Zum Jahresende wird sich diese Situation sogar noch weiter
verschlechtern, wenn im Zuge der sogenannten „Arbeitnehmerfreizügigkeit“
keinerlei Beschränkungen für Einwanderer aus Osteuropa gelten und diese
jeden Beruf ausüben können.

Deutschland gehört zu den Verlierern der Globalisierung: Firmen
schließen am hiesigen Standort und verlagern sich ins Ausland,
vorzugsweise nach Osteuropa oder Asien, wo unter günstigsten Bedingungen
produziert werden kann. Finanziell werden diese Verlagerungen, die in
allen Fällen Massenentlassungen mit sich bringen, sogar noch durch die
Politiker der etablierten Parteien unterstützt, die Entwicklungshilfe
und Unterstützungszahlungen über den gesamten Globus verschenken. Statt
durch eine staatliche Kontrolle der wichtigsten Wirtschaftszweige, sowie
dem Ergreifen von Schutzmaßnahmen, mit denen die eigene Wirtschaft
gestärkt werden kann, die Folgen der Globalisierung abzumildern, tragen
die herrschenden Politiker als Vasallen der Entscheidungszentren an der
amerikanischen Ostseeküste dazu bei, ihre Auswüchse weiter zu
verschlimmern. Es wird Zeit, eine Politik zu betreiben, die sich endlich
am Wohle der Bevölkerung – und zwar des deutschen Volkes – orientiert,
statt an den Profitinteressen multinationaler Großkonzerne.

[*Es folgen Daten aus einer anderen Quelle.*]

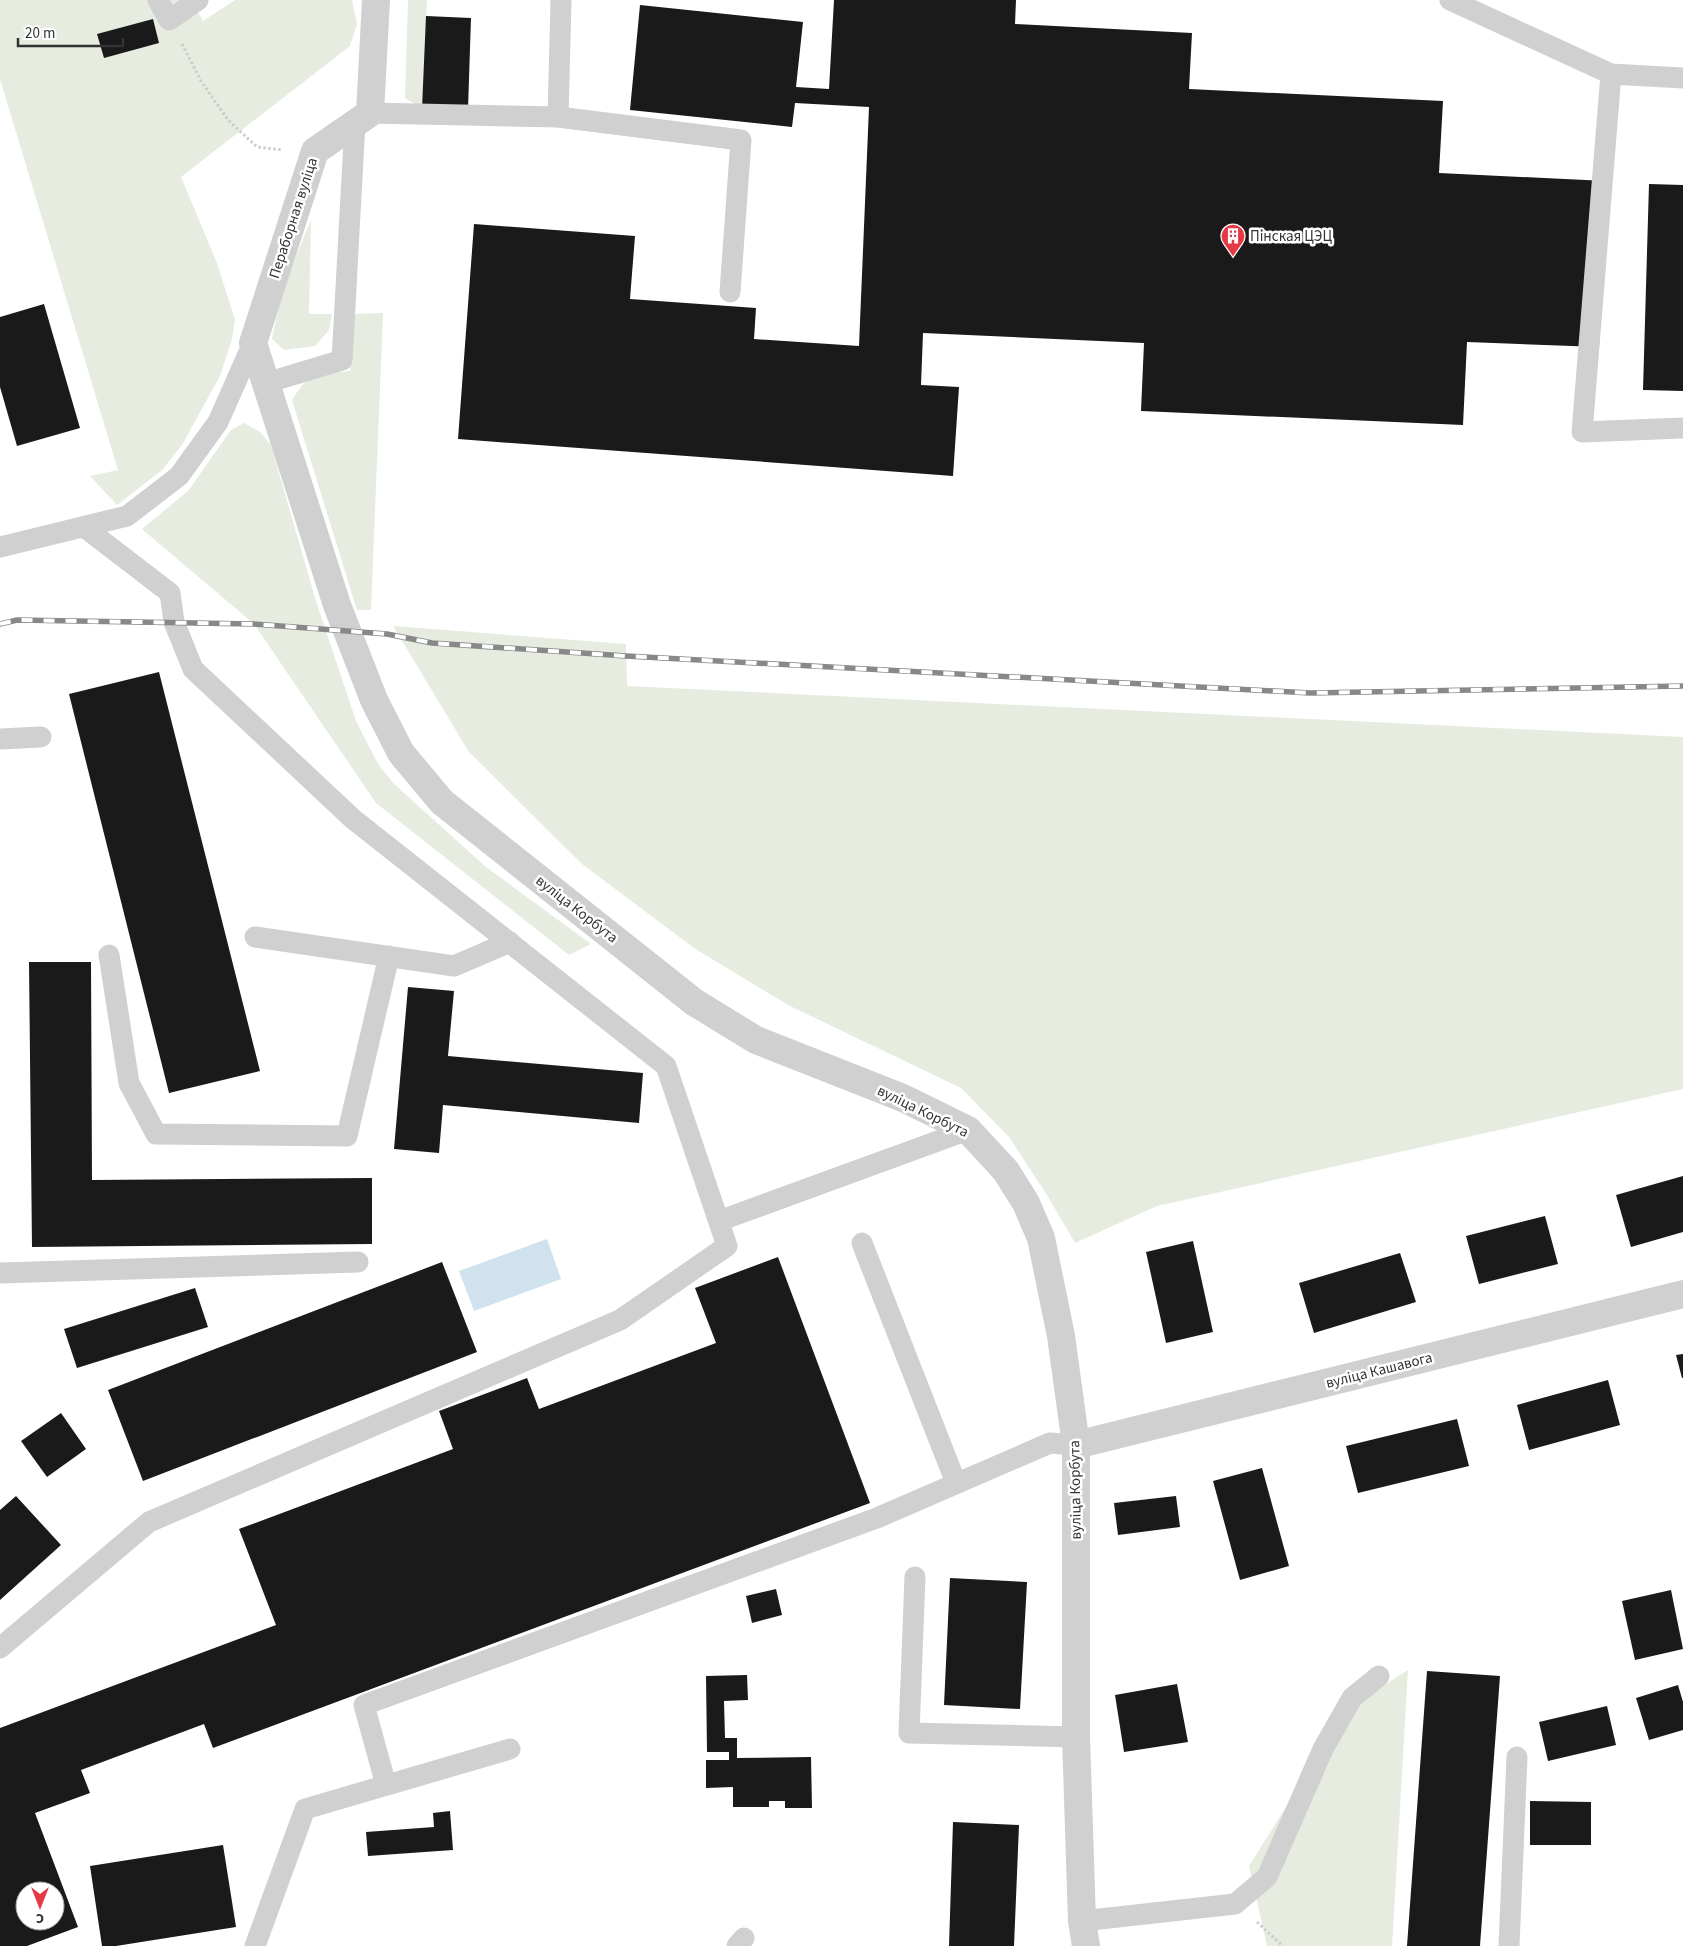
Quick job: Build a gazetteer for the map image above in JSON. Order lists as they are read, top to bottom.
{
  "streets": {
    "street": ["Пераборная вуліца", "вуліца Корбута", "вуліца Кашавога"]
  },
  "crossings": [
    ["вуліца Корбута", "вуліца Кашавога"]
  ],
  "places": {
    "building": ["Пінская ЦЭЦ"]
  },
  "scale_bar": "20 m",
  "north": "bottom"
}
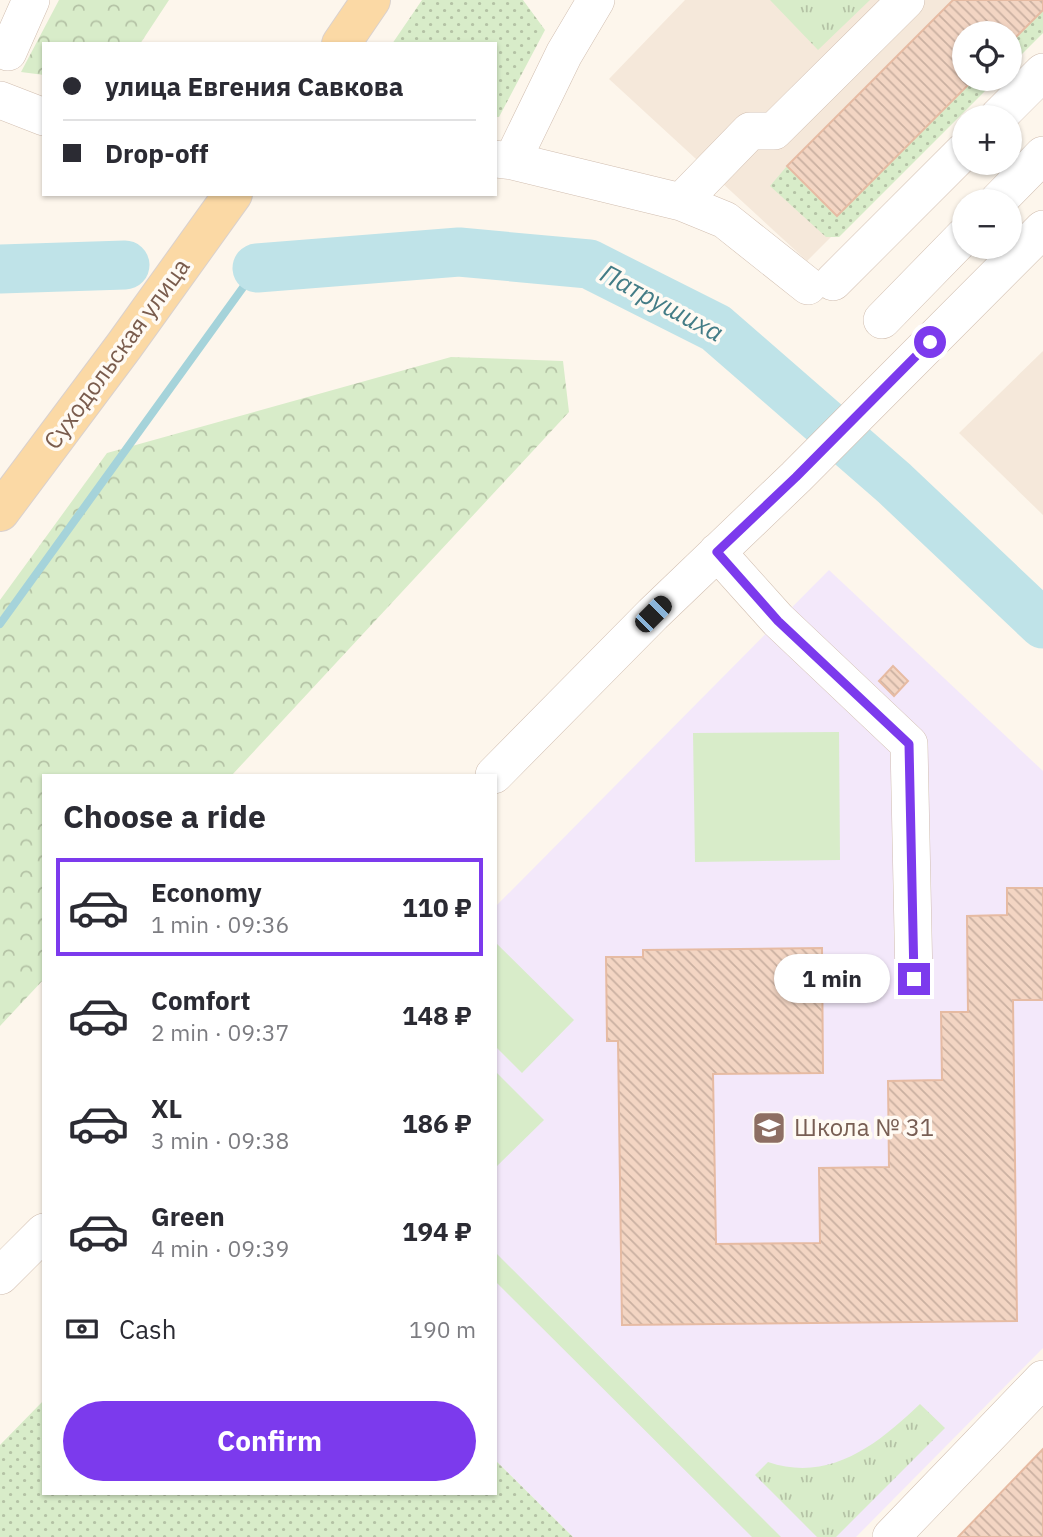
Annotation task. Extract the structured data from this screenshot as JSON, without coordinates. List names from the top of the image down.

1mai-300x146Am 1. Mai 2013 gehen wir in Dortmund auf die Straße. Wir
demonstrieren, damit jeder Deutsche das Recht auf einen sicheren, sowie
angemessenen Arbeitsplatz hat, der es ihm ermöglicht, sich und seine
Familie zu ernähren. Kapitalistischer Ausbeutung und dem Streben nach
größtmöglicher Profitmaximierung ist mit einer nationalen
Wirtschaftspolitik, in welcher die Wirtschaft dem Menschen dient und
nicht – wie aktuell – der Mensch lediglich Marionette im
Wirtschaftskreislauf geworden ist, entgegenzutreten. Setzen wir uns
dafür ein, setzen wir am 1. Mai ein Zeichen in Dortmund und bei allen
anderen Maidemonstrationen! Zeigen wir am Tag der Arbeit, dass es eine
Alternative zu Massenarbeitslosigkeit, Armut und Sozialabbau gibt!

Eine Sonderseite zum Bewerben der Demonstration, auf welcher
neben aktuellen Nachrichten, sowie organisatorischen Hinweisen, auch
Werbematerialien erhältlich sein werden, folgt in den kommenden Tagen
unter www.aufmarsch.com!

KURZINFO

Darum? 01.05.2013
Uhrzeit? 12:00 Uhr
Thema? Heraus zum ersten Mai!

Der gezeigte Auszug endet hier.